Scientists say sheep can recognise human faces

Scientists say sheep can recognise human faces

Then the sheep were shown two photographs: one of the celebrity and a random face.

The group of celebrities the sheep were trained to recognise included actors Emma Watson and Jake Gyllenhaal, BBC newsreader Fiona Bruce and Mr Obama.

"We've shown with our study that sheep have advanced face-recognition abilities, comparable with those of humans and monkeys", she noted in a university news release.

The sheep eventually managed to identify the familiar face eight times out of every 10.

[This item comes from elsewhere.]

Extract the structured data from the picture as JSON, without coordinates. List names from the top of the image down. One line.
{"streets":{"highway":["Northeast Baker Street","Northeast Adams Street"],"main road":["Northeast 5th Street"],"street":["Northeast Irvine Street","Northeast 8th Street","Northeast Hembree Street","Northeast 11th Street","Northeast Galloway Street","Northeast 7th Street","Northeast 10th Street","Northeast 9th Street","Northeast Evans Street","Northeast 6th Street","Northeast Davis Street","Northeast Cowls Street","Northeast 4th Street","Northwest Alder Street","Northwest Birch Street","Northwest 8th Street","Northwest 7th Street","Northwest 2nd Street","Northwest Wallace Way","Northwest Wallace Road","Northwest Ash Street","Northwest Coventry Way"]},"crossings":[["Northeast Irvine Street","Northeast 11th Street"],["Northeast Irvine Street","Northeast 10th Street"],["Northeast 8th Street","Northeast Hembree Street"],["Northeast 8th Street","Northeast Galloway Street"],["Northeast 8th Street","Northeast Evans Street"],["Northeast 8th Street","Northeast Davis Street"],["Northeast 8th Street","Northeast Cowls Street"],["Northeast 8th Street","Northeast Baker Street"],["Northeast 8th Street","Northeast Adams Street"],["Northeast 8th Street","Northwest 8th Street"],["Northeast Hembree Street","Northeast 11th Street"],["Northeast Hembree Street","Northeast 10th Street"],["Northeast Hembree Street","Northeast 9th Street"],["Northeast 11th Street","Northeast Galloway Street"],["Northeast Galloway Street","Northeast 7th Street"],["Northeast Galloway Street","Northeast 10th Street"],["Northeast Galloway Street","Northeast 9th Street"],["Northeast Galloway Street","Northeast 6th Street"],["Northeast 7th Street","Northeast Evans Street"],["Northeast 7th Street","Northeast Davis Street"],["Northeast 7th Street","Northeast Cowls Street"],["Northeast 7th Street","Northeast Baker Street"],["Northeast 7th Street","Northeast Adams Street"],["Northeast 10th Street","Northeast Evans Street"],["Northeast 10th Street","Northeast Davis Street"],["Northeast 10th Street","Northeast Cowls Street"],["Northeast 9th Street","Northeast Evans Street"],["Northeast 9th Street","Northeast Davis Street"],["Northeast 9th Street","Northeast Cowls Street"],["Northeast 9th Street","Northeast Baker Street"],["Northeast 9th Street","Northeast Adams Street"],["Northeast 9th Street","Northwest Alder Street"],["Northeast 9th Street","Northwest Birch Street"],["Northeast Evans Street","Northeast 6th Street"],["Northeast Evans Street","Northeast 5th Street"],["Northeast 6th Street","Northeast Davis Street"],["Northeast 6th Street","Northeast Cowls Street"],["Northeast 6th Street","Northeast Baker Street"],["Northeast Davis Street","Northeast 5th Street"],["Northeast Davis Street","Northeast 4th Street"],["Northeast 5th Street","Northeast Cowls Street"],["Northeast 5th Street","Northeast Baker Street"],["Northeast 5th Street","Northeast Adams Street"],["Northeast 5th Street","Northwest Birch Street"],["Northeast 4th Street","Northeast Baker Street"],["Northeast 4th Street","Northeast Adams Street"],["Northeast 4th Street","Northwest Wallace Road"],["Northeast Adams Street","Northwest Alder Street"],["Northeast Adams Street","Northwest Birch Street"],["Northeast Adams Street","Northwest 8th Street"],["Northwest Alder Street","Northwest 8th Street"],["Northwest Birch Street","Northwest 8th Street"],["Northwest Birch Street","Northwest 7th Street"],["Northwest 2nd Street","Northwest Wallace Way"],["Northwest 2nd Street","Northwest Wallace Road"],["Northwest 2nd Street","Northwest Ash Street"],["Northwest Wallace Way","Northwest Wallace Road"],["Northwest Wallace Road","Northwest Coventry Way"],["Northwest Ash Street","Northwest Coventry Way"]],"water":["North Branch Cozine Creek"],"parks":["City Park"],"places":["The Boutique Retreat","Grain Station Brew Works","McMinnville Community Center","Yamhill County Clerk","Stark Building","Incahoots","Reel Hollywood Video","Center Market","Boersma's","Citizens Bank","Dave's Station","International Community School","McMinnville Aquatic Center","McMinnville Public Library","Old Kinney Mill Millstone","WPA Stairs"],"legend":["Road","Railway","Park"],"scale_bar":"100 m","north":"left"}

Tapping on the "correct" portrait would reward the sheep with food while choosing the wrong face would result in no food and a sound being played. Later, they were able to recognize the images for which they had been rewarded. Researchers from Cambridge's Department of Physiology, Development and Neuroscience trained eight sheep to recognise the faces of four celebrities from photographic portraits displayed on computer screens.

"This ability has previously been shown only in humans", the scientists write.

"Sheep are capable of sophisticated decision making", said study author Jenny Morton, a neurobiologist at the University of Cambridge. Training involved the sheep making decisions as they moved around a specially-designed pen.

A sheep "model" of Huntington's disease has been bred, displaying similar brain and social changes as witnessed in human patients.

Researchers consider facial recognition as one of the most important human social skills. They were, of course, familiar with them, so when a photo of the coach replaced the photo of the celebrity, they have successfully chosen seven times out of ten.

The sheep's accuracy dipped to about 66 percent - "a magnitude similar to that seen when humans perform this task", the team reported in the journal Royal Society Open Science. Morton, who studies Huntington's disease, uses them as a stand-in for humans, in part because "sheep have large brains with humanlike anatomy". "I guess they have extended our work to show that sheep generalize viewpoints of the faces, which does require a rich representation of the identity". However, the ability of sheep to identify faces was unclear.